EXERCISE PROMPT:
Each entry here needs to be given again exactly.

AVAILABLE DATA:
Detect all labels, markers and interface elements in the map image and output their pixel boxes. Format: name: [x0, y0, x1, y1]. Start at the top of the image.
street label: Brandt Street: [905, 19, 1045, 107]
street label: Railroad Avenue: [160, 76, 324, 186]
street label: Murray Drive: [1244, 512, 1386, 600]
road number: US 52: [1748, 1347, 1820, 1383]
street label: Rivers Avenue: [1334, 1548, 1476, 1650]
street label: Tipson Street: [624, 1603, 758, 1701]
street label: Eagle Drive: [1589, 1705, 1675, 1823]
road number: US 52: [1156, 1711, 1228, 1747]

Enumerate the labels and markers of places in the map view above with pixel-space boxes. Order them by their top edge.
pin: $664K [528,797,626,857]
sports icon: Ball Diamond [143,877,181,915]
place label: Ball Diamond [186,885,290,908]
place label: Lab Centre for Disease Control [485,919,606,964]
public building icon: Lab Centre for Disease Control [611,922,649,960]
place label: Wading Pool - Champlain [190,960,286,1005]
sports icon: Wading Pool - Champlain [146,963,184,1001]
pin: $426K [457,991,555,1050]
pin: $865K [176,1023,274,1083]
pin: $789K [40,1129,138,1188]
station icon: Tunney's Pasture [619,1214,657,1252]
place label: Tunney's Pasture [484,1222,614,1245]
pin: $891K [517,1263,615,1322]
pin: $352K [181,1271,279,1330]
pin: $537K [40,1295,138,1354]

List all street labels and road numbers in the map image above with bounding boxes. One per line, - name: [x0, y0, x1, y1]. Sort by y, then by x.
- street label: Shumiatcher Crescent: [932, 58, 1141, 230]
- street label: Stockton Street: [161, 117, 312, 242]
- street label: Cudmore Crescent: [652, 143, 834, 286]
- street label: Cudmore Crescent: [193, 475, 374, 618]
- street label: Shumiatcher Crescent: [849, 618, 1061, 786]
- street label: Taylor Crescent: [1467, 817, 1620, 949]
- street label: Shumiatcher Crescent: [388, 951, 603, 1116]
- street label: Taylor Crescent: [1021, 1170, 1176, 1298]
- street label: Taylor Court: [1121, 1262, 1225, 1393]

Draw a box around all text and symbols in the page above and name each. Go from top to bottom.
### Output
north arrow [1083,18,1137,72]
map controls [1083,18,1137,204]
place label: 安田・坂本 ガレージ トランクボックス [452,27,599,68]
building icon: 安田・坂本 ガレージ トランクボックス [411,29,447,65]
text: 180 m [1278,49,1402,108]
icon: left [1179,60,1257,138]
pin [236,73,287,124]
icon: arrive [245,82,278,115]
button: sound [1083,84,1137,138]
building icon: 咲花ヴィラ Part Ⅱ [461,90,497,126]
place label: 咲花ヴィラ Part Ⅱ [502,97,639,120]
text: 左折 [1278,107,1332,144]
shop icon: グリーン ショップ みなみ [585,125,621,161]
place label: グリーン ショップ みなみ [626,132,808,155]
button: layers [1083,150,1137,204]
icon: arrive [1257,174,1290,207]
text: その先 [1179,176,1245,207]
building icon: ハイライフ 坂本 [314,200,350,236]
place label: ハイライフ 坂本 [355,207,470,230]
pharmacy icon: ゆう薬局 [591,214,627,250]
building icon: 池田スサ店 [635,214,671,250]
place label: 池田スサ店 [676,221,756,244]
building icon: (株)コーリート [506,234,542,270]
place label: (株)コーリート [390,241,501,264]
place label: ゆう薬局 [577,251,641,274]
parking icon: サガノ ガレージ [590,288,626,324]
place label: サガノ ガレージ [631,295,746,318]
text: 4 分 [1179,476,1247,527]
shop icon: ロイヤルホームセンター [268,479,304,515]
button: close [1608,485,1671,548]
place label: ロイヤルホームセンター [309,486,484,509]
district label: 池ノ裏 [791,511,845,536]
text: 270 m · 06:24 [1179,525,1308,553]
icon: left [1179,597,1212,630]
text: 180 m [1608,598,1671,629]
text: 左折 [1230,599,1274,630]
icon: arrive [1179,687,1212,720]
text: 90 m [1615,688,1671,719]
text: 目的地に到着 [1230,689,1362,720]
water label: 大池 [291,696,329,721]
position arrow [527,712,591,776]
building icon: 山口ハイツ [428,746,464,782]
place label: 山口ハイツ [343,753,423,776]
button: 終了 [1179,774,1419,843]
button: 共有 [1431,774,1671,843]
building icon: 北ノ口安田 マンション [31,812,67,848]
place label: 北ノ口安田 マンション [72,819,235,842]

SOLUTION TO THE PROBLEM:
Detect all labels, markers and interface elements in the map image and output their pixel boxes. Format: name: [x0, y0, x1, y1]. Start at the top of the image.
street label: Brandt Street: [905, 19, 1045, 107]
street label: Railroad Avenue: [160, 76, 324, 186]
street label: Murray Drive: [1244, 512, 1386, 600]
road number: US 52: [1748, 1347, 1820, 1383]
street label: Rivers Avenue: [1334, 1548, 1476, 1650]
street label: Tipson Street: [624, 1603, 758, 1701]
street label: Eagle Drive: [1589, 1705, 1675, 1823]
road number: US 52: [1156, 1711, 1228, 1747]

Enumerate the labels and markers of places in the map view above with pixel-space boxes. Order them by their top edge.
pin: $664K [528,797,626,857]
sports icon: Ball Diamond [143,877,181,915]
place label: Ball Diamond [186,885,290,908]
place label: Lab Centre for Disease Control [485,919,606,964]
public building icon: Lab Centre for Disease Control [611,922,649,960]
place label: Wading Pool - Champlain [190,960,286,1005]
sports icon: Wading Pool - Champlain [146,963,184,1001]
pin: $426K [457,991,555,1050]
pin: $865K [176,1023,274,1083]
pin: $789K [40,1129,138,1188]
station icon: Tunney's Pasture [619,1214,657,1252]
place label: Tunney's Pasture [484,1222,614,1245]
pin: $891K [517,1263,615,1322]
pin: $352K [181,1271,279,1330]
pin: $537K [40,1295,138,1354]

List all street labels and road numbers in the map image above with bounding boxes. One per line, - name: [x0, y0, x1, y1]. Sort by y, then by x.
- street label: Shumiatcher Crescent: [932, 58, 1141, 230]
- street label: Stockton Street: [161, 117, 312, 242]
- street label: Cudmore Crescent: [652, 143, 834, 286]
- street label: Cudmore Crescent: [193, 475, 374, 618]
- street label: Shumiatcher Crescent: [849, 618, 1061, 786]
- street label: Taylor Crescent: [1467, 817, 1620, 949]
- street label: Shumiatcher Crescent: [388, 951, 603, 1116]
- street label: Taylor Crescent: [1021, 1170, 1176, 1298]
- street label: Taylor Court: [1121, 1262, 1225, 1393]

Draw a box around all text and symbols in the page above and name each. Go from top to bottom.
### Output
north arrow [1083,18,1137,72]
map controls [1083,18,1137,204]
place label: 安田・坂本 ガレージ トランクボックス [452,27,599,68]
building icon: 安田・坂本 ガレージ トランクボックス [411,29,447,65]
text: 180 m [1278,49,1402,108]
icon: left [1179,60,1257,138]
pin [236,73,287,124]
icon: arrive [245,82,278,115]
button: sound [1083,84,1137,138]
building icon: 咲花ヴィラ Part Ⅱ [461,90,497,126]
place label: 咲花ヴィラ Part Ⅱ [502,97,639,120]
text: 左折 [1278,107,1332,144]
shop icon: グリーン ショップ みなみ [585,125,621,161]
place label: グリーン ショップ みなみ [626,132,808,155]
button: layers [1083,150,1137,204]
icon: arrive [1257,174,1290,207]
text: その先 [1179,176,1245,207]
building icon: ハイライフ 坂本 [314,200,350,236]
place label: ハイライフ 坂本 [355,207,470,230]
pharmacy icon: ゆう薬局 [591,214,627,250]
building icon: 池田スサ店 [635,214,671,250]
place label: 池田スサ店 [676,221,756,244]
building icon: (株)コーリート [506,234,542,270]
place label: (株)コーリート [390,241,501,264]
place label: ゆう薬局 [577,251,641,274]
parking icon: サガノ ガレージ [590,288,626,324]
place label: サガノ ガレージ [631,295,746,318]
text: 4 分 [1179,476,1247,527]
shop icon: ロイヤルホームセンター [268,479,304,515]
button: close [1608,485,1671,548]
place label: ロイヤルホームセンター [309,486,484,509]
district label: 池ノ裏 [791,511,845,536]
text: 270 m · 06:24 [1179,525,1308,553]
icon: left [1179,597,1212,630]
text: 180 m [1608,598,1671,629]
text: 左折 [1230,599,1274,630]
icon: arrive [1179,687,1212,720]
text: 90 m [1615,688,1671,719]
text: 目的地に到着 [1230,689,1362,720]
water label: 大池 [291,696,329,721]
position arrow [527,712,591,776]
building icon: 山口ハイツ [428,746,464,782]
place label: 山口ハイツ [343,753,423,776]
button: 終了 [1179,774,1419,843]
button: 共有 [1431,774,1671,843]
building icon: 北ノ口安田 マンション [31,812,67,848]
place label: 北ノ口安田 マンション [72,819,235,842]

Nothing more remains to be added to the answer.